4th Annual science education fundraiser LAUNCH!

FCS launched its 4th annual fundraising campaign today by creating a Giving Page at Donors Choose. On that page you can choose from several projects across the state to help fund. FCS will match dollar for dollar total donations up to $700, essentially doubling your gift. This is on top of similar offers from corporations like Orkin and Tom’s of Maine highlighted on some of our chosen projects’ pages.

A few donations have come in these first few days of the campaign, which is awesome! But we need a lot more if we hope to get all of the selected classroom projects funded before students start walking in the classroom doors. Please help us out.

If the above items sound familiar to you, then it’s probably because you follow us on Facebook and Twitter. We’re posting the newest news items there nearly every day. It’s well worth liking and following us!

 

About Brandon Haught

Communications Director for Florida Citizens for Science.
This entry was posted in FCS in the News, In the News, Instructional Materials bills '17. Bookmark the permalink.

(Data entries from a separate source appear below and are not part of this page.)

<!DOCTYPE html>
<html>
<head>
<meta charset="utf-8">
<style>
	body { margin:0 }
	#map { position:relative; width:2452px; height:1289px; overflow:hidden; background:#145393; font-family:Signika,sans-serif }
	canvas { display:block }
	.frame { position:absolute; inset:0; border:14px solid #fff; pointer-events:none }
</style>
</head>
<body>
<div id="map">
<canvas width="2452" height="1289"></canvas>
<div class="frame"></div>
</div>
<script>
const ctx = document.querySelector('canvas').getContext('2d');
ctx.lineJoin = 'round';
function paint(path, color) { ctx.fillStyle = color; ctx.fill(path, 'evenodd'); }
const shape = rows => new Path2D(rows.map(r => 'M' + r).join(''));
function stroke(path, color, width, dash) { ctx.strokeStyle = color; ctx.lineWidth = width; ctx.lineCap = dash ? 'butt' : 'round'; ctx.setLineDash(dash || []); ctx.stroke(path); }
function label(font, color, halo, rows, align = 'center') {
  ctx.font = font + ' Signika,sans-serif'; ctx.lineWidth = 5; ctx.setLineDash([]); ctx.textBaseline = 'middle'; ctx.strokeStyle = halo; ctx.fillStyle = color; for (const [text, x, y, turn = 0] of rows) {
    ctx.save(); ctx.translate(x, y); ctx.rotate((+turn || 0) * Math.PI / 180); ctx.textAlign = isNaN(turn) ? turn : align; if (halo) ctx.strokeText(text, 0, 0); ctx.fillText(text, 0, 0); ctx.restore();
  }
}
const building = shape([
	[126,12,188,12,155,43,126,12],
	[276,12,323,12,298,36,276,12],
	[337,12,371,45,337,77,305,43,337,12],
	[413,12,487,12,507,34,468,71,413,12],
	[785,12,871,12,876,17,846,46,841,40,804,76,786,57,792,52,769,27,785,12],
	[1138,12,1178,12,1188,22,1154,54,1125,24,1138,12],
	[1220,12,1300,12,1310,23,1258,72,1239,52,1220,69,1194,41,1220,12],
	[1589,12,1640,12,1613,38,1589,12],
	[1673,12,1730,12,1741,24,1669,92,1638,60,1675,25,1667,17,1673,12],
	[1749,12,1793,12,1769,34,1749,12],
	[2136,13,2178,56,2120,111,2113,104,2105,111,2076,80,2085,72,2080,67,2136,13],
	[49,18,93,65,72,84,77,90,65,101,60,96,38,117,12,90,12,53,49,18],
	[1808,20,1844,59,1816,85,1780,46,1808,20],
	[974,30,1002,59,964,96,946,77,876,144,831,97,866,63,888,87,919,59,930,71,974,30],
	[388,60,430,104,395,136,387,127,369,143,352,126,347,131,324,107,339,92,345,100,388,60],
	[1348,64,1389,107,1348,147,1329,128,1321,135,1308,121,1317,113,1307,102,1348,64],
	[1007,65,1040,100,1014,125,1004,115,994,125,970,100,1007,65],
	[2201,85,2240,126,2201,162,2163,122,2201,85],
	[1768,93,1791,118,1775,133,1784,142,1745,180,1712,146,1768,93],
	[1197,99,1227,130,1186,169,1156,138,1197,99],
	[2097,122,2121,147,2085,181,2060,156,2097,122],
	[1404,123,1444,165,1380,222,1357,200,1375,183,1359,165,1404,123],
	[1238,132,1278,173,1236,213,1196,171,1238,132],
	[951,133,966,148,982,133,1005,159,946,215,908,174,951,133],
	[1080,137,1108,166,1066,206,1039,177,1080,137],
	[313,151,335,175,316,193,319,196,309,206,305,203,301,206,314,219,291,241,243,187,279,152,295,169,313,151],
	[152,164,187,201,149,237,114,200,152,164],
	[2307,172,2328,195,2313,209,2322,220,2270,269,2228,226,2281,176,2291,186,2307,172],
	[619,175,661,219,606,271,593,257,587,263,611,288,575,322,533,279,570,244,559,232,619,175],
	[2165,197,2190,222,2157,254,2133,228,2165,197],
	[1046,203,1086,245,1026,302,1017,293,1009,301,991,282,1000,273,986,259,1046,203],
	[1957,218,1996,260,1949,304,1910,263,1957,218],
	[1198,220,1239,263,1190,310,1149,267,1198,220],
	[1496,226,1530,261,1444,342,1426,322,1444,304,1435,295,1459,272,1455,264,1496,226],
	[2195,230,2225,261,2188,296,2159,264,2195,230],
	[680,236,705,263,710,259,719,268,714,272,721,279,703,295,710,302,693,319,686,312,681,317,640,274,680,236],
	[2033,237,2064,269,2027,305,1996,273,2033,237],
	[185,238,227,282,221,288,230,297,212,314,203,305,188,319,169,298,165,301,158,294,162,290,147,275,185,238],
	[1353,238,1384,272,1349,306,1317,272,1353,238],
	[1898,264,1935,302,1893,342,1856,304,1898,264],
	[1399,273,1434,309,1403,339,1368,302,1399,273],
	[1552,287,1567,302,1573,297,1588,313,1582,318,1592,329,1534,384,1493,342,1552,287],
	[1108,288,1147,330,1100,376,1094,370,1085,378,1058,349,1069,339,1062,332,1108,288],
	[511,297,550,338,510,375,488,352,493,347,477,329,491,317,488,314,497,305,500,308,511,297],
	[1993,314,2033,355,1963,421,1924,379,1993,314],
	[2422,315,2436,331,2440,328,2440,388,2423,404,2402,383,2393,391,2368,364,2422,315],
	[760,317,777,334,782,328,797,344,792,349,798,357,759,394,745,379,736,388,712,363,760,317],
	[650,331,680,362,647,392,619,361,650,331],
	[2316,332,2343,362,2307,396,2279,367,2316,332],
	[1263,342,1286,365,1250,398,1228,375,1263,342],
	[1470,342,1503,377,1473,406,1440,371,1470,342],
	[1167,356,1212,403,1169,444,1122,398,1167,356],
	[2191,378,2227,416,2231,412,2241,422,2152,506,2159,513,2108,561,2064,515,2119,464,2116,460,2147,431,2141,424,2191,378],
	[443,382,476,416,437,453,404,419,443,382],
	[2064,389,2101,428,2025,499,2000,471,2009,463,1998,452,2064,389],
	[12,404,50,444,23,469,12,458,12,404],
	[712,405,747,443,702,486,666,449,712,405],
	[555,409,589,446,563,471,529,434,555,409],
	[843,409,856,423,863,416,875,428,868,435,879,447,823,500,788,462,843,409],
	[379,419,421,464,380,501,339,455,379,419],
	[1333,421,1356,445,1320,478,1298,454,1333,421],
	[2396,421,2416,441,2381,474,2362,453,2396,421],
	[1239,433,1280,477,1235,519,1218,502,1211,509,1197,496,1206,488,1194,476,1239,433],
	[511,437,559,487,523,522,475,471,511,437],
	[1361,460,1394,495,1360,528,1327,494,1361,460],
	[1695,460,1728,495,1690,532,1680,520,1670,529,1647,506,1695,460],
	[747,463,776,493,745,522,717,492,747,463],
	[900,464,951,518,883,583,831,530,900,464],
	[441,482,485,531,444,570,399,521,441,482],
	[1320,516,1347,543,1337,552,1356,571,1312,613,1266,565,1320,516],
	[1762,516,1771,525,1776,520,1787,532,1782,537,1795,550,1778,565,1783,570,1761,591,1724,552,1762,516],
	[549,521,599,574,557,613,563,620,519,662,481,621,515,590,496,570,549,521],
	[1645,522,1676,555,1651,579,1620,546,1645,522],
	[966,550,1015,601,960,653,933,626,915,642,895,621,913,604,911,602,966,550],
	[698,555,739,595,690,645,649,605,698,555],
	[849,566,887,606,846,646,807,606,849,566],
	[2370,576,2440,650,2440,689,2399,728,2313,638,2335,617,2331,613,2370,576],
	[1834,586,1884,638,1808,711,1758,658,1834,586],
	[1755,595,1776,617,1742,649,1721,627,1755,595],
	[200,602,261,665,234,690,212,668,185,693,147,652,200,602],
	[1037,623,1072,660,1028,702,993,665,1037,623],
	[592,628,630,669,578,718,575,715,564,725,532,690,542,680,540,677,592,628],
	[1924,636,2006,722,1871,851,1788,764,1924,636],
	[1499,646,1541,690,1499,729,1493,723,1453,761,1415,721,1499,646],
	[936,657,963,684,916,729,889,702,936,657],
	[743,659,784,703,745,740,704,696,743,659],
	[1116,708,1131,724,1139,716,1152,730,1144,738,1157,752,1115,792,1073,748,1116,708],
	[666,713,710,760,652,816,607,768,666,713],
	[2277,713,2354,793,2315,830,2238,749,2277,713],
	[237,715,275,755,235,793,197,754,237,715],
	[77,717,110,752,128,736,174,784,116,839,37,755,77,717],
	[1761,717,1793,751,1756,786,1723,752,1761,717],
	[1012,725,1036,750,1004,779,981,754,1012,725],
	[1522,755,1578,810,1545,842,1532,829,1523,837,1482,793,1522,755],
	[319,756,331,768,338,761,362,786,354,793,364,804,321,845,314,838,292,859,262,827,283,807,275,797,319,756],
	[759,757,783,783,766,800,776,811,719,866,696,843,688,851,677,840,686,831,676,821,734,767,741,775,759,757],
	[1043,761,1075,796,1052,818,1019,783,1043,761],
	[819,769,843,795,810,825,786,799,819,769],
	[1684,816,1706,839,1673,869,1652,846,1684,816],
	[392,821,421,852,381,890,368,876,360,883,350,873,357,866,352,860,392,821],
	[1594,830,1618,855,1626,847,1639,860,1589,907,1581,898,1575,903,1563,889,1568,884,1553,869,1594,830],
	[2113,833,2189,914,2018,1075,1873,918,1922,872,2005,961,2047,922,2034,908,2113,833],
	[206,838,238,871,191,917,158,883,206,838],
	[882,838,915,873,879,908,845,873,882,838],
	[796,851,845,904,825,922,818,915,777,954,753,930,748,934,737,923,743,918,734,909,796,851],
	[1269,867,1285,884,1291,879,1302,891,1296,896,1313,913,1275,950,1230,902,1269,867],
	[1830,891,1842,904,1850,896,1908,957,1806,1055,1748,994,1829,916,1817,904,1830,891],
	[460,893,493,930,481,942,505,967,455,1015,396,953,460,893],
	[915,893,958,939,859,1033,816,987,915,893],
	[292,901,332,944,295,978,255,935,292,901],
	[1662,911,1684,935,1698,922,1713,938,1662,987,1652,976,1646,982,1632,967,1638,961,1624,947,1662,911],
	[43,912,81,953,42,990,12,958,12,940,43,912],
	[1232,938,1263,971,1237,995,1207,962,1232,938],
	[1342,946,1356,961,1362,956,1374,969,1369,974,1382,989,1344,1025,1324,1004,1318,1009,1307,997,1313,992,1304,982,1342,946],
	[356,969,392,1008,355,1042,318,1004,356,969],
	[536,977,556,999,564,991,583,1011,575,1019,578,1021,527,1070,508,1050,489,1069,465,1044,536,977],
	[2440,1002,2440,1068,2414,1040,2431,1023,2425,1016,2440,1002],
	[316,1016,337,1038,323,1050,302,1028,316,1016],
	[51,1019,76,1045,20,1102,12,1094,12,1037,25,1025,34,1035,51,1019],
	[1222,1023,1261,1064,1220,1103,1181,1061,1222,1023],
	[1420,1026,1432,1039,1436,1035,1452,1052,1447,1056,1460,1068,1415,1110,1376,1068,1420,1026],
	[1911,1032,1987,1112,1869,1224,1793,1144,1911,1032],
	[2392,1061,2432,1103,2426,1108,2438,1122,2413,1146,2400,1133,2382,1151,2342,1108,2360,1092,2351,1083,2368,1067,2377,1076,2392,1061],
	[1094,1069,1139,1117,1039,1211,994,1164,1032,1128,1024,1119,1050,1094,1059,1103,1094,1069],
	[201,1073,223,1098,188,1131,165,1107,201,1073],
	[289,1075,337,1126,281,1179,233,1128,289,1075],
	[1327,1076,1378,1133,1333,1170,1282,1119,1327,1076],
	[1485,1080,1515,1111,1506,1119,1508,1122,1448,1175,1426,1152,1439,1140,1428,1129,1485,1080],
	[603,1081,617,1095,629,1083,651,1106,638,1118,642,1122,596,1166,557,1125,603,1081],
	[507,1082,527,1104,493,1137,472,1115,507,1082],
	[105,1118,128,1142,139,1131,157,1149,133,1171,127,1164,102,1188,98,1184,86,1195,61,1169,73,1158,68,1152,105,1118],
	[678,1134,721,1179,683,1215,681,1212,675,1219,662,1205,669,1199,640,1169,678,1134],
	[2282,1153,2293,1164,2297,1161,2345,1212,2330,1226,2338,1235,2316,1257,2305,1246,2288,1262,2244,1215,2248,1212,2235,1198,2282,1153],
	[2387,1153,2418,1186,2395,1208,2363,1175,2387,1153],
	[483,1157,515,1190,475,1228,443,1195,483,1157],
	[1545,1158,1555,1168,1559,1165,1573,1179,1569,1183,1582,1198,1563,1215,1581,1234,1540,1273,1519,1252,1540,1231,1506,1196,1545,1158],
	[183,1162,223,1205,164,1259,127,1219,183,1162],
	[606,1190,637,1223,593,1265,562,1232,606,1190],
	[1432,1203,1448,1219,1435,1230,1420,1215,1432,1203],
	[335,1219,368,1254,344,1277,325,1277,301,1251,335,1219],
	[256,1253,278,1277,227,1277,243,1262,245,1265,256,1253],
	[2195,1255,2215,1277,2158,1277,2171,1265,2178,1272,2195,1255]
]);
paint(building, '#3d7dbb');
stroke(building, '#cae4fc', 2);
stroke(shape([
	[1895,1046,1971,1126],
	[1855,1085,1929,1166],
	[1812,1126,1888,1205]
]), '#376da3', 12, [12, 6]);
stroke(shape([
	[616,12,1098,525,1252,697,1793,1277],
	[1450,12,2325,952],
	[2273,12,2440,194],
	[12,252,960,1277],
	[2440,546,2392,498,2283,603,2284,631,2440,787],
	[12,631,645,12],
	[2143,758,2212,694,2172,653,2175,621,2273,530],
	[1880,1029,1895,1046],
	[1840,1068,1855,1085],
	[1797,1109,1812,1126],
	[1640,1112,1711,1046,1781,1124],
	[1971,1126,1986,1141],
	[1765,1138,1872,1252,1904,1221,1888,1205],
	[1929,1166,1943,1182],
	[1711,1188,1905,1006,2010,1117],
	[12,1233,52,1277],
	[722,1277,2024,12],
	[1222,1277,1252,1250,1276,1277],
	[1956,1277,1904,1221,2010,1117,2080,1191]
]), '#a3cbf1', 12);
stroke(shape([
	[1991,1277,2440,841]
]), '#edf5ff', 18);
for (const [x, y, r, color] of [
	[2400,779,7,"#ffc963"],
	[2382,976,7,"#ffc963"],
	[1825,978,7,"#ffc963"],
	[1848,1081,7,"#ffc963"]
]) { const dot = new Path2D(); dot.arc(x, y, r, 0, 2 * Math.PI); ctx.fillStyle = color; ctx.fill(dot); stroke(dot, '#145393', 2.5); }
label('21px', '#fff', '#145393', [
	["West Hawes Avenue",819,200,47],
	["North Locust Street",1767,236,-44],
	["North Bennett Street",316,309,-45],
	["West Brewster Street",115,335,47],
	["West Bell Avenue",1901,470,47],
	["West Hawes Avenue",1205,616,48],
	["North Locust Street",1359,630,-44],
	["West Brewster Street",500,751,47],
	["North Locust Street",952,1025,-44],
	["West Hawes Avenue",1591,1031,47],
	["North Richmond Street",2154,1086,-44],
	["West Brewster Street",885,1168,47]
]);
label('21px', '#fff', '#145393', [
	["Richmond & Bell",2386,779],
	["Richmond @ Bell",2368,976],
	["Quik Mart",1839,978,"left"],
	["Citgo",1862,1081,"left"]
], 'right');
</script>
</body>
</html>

One Response to Lots of news

  1. Michelle Groenings says:

    Brandon,

    As a PoliSci and Spanish major who spent quite a few post graduate years in the financial markets in Chicago, even penning a white paper that led to the relisting of the peso futures contract, I really resent this battle being set out as a liberal versus conservative issue.

    I am a financial conservative but have been an outspoken advocate of the most recent instructional materials adopted by our school district in Collier County for the social sciences. Quite frankly, I resent Dominionists like the FLCA who attempt to step in and tell me exactly what my child needs to learn based upon not just a politcal agenda, but a religious agenda. People like Flaugh need to fess up for tuition for their grandchildren if they truly believe that a Christian based pedagogy is a necessity.

    I, like many others here, who remain in the majority who soundly defeated Mr. Flaugh and his candidates in the most recent school board election, remain committed to providing a non sectarian education that is supported with exceptional materials, which is what our board ultimately approved.

    I find it sad that Mr. Flaugh has found an audience with so many while the true voices of Collier County Public Schools have gone unheard. He does not represent US, he simply represents an agenda of a very small group of people here who do not even have children who attend traditional public schools.

    I wish that those who truly wish to understand this issue contact parents in this district in lieu of a grandfather with a political axe to grind. We parents know far better.